<<<<

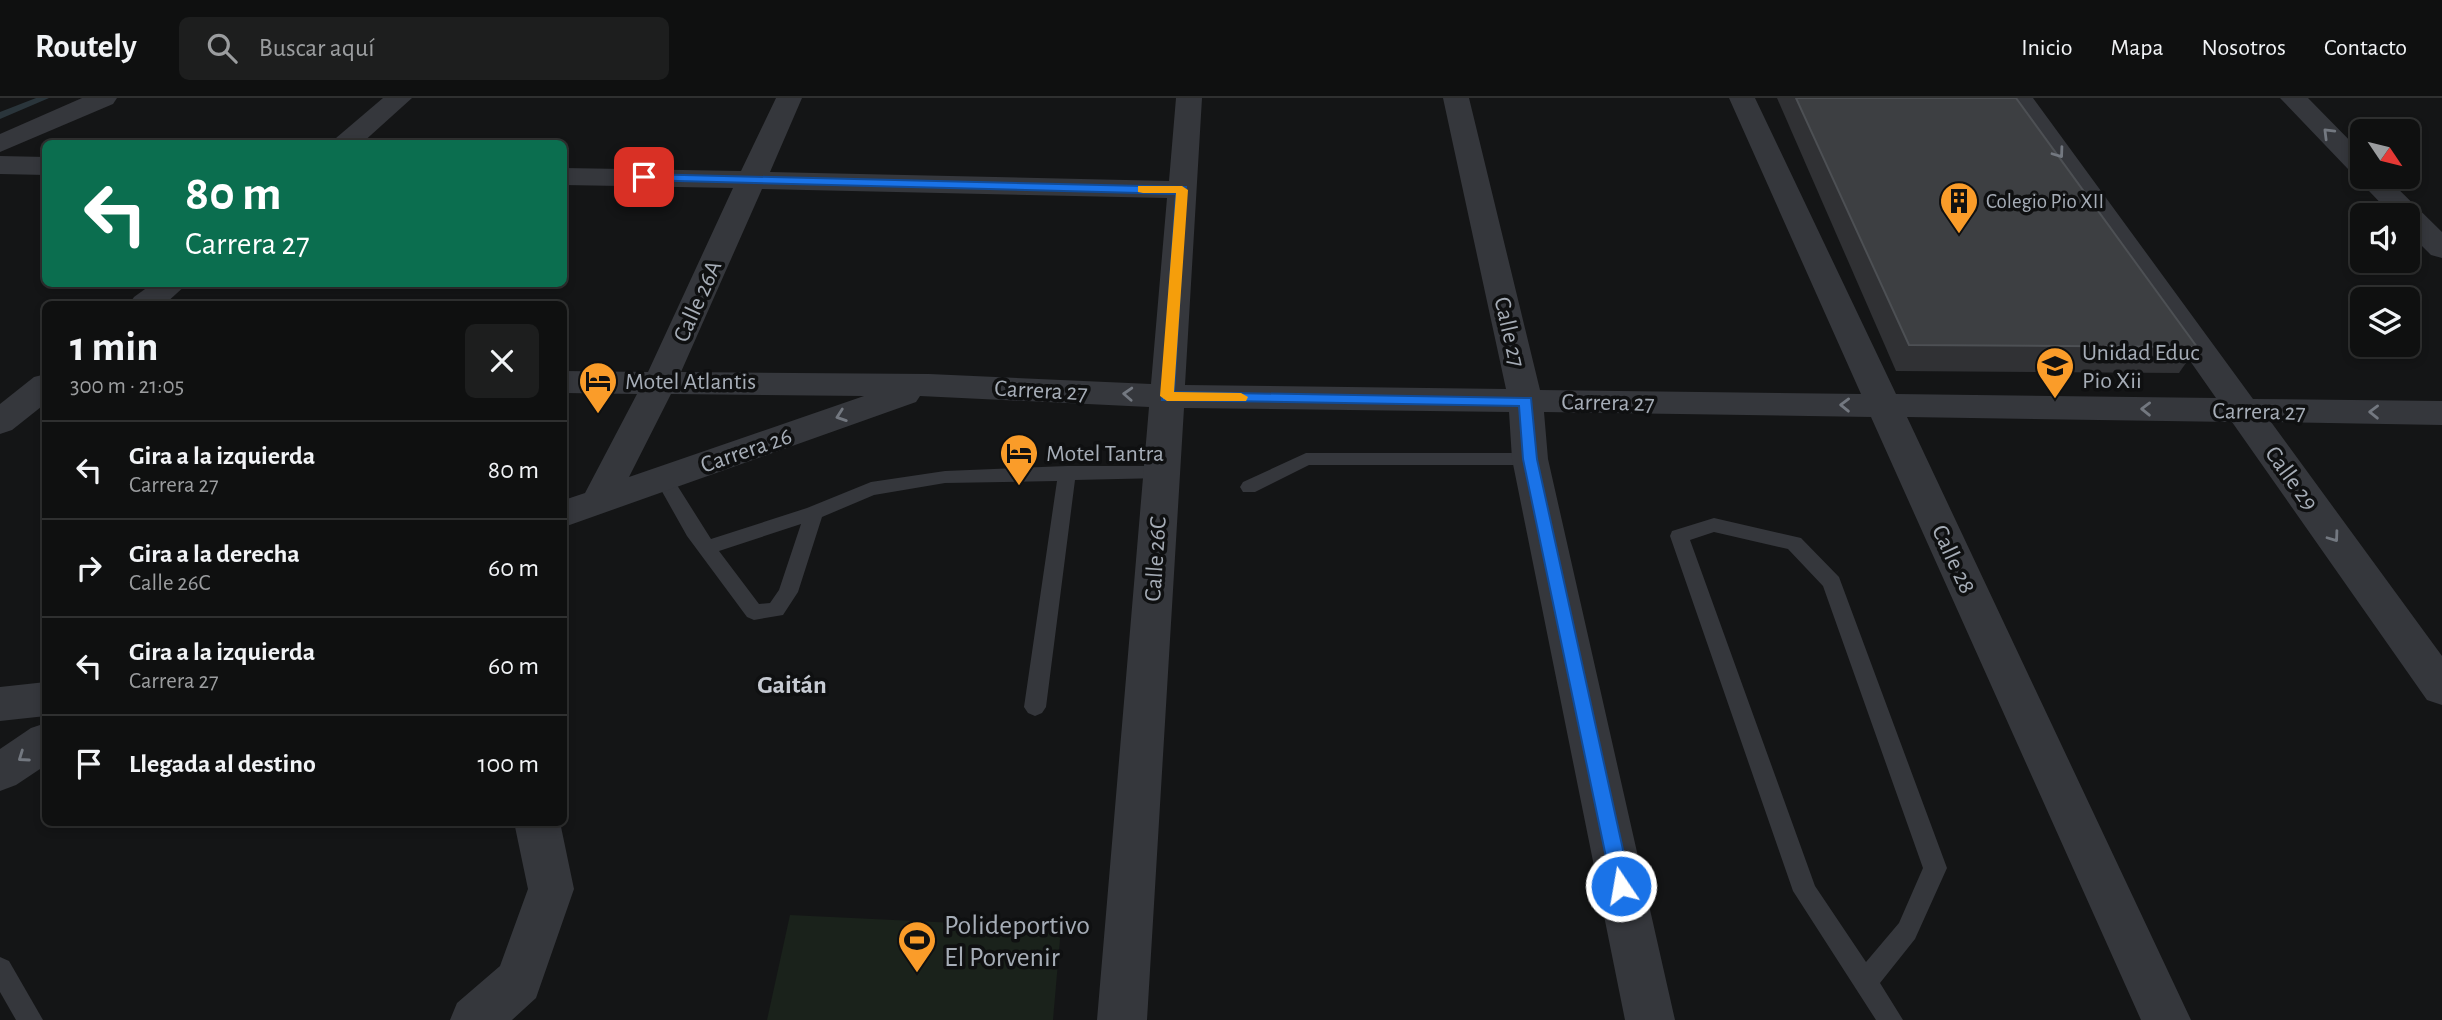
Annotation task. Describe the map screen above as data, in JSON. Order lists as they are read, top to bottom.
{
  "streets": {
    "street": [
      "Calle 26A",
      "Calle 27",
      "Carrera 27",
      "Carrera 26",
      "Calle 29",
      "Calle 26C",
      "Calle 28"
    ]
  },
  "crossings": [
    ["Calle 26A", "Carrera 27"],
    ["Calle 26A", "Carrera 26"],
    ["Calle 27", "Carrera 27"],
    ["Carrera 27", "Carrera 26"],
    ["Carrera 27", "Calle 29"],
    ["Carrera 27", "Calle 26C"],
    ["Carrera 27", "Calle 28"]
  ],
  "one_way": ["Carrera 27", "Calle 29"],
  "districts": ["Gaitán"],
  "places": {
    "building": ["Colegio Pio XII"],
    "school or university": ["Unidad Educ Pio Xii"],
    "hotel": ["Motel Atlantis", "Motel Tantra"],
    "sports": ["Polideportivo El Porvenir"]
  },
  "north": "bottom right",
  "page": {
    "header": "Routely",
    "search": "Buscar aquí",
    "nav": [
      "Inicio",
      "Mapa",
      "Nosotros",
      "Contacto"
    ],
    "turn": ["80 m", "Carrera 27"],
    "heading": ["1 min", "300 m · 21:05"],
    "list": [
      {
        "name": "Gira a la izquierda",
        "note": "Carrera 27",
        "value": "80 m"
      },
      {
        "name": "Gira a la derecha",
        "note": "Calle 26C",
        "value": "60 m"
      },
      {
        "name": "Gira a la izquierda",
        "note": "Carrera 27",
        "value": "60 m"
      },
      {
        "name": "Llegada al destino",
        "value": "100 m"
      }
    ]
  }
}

>>>>

» **EXERCISE DESCRIPTION**: Count how many lines in the entries above hold the word "bottom". Give that number by itself.

» **SOLVED PROBLEM**: 2